Tiamulin significantly improved weight gain (P=.09) and feed conversion efficiency (p=.03) in this trial.

No adverse effects to tiamulin were observed.

V. SAFETY

The safety of DENAGARD (tiamulin) has been demonstrated in safety and effectiveness trials. A total of 1254 pigs received tiamulin in efficacy trials in which tiamulin was fed at levels up to 50 g/t, for as long as 114 days. In none of the trials were any signs of toxicity or adverse reactions to tiamulin observed.

A series of well controlled studies are available to establish safety in the target species using both technical (unformulated) tiamulin and the water soluble (formulated) drug. These studies are discussed in the FOI Summary for DENAGARD Soluble Antibiotic NADA 134-644.

Experimental tiamulin premix formulations used in some efficacy and safety studies were shown in bioequivalence tests (cross-over blood level studies) to be equivalent to the formulation proposed for marketing.

A study to evaluate the safety of long term administration of tiamulin in the feed of swine was conducted by the Squibb Agricultural Research Center, E.R. Squibb and Sons, Inc., Three Bridges, New Jersey.

Male and female pigs averaging about 32 lbs. (14.8 kg) were fed feed containing tiamulin at 0, 40, 120 and 200 g/t continuously for 99 days when the pigs averaged about 206 lbs. (93.7 kg). These levels of medication are greater than 1, 3 and 5X the highest proposed use level of 35 g/t. There were 8 pigs per treatment level (32 total pigs) in the trial.

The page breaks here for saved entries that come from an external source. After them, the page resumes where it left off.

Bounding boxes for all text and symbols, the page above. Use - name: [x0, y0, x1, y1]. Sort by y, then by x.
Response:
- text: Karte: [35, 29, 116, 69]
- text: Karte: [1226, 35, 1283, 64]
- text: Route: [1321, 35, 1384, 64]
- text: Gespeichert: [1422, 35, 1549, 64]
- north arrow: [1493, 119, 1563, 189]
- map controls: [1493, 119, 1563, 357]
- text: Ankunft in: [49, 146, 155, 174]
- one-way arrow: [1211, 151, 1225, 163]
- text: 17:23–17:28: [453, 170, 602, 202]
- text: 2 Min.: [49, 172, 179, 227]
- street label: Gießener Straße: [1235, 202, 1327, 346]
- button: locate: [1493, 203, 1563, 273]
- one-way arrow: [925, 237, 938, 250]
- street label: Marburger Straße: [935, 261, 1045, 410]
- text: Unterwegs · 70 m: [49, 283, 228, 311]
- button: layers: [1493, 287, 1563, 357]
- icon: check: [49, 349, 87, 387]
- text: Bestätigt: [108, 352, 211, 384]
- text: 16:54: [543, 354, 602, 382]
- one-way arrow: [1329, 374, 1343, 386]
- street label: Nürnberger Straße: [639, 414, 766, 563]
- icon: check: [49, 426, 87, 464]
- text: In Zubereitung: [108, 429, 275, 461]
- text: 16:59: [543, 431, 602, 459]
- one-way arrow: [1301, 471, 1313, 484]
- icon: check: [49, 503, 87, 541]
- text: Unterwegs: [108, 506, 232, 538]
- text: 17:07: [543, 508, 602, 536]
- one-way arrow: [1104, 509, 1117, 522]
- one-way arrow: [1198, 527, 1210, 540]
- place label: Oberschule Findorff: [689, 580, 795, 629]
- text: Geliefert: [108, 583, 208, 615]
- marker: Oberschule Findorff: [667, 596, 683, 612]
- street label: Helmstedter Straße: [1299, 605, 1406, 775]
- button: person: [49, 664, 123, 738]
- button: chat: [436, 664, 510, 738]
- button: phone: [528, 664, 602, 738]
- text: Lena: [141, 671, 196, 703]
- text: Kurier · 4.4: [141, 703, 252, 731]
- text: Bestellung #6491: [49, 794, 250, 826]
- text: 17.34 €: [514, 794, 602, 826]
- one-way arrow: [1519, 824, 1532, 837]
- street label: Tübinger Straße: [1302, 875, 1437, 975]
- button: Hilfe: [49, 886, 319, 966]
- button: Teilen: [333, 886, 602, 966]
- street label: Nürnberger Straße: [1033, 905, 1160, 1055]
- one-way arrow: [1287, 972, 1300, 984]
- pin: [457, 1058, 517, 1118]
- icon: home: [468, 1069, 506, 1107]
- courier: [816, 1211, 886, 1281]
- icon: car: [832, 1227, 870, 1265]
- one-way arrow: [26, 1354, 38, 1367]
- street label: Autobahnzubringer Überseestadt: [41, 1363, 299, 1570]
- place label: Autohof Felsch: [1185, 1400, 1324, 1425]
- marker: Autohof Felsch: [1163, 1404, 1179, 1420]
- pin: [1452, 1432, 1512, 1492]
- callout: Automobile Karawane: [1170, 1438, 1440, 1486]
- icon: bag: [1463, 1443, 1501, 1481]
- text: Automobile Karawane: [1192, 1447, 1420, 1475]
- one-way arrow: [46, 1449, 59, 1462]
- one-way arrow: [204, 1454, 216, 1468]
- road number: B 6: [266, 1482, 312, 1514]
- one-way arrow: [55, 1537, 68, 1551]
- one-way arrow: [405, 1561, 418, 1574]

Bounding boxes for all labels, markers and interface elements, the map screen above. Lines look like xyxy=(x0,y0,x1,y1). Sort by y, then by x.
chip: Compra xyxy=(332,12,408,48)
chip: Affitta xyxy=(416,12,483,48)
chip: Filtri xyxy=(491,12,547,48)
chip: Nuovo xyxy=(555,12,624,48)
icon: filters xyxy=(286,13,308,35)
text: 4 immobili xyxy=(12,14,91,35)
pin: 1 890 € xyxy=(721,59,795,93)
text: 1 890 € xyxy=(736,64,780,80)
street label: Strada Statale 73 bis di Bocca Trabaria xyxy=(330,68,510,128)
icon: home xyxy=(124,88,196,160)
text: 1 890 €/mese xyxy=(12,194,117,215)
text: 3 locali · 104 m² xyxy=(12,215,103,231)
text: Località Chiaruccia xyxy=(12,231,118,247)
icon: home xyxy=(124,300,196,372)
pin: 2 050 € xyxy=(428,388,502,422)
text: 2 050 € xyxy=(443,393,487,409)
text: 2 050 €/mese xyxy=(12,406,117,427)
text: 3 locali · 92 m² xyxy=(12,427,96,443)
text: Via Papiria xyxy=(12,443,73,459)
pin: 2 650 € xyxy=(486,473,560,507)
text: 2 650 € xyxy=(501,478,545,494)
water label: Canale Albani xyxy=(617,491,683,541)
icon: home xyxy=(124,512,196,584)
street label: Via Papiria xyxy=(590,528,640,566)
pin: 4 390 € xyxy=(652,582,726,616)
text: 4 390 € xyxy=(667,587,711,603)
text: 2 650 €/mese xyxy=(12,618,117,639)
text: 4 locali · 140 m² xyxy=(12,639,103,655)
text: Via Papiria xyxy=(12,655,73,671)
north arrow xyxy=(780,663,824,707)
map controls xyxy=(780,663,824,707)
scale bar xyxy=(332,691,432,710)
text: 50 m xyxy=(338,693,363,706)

Weight gains and feed consumption were measured periodically throughout the test period. Blood samples and urine specimens were collected on Test Days -6, 0, 29, 57, 85 and 99. Urine samples were tested for pH, specific gravity, protein, ketones, glucose and sediment (microscopic exam). Blood glucose, calcium, phosphorus, sodium, potassium, blood urea nitrogen (BUN) and serum glutamic pyruvic transaminase (SGPT) were determined. Hematologic examinations included hematocrit, hemoglobin, red blood cell count, white blood cell count, differential white cell count, erythrocyte sedimentation rate, platelet count and clotting time.

At necropsy, liver, kidneys, adrenal, heart, spleen and thyroids were weighed. Histological examinations were made of the following tissues: spleen, liver, kidneys, thyroid/parathyroid, skeletal muscle, heart, lung, stomach (fundic and pyloric portions), duodenum, jejunum, ileum, cecum, colon and any tissue that did not appear normal on gross examination. Bone marrow smears taken at necropsy were also examined.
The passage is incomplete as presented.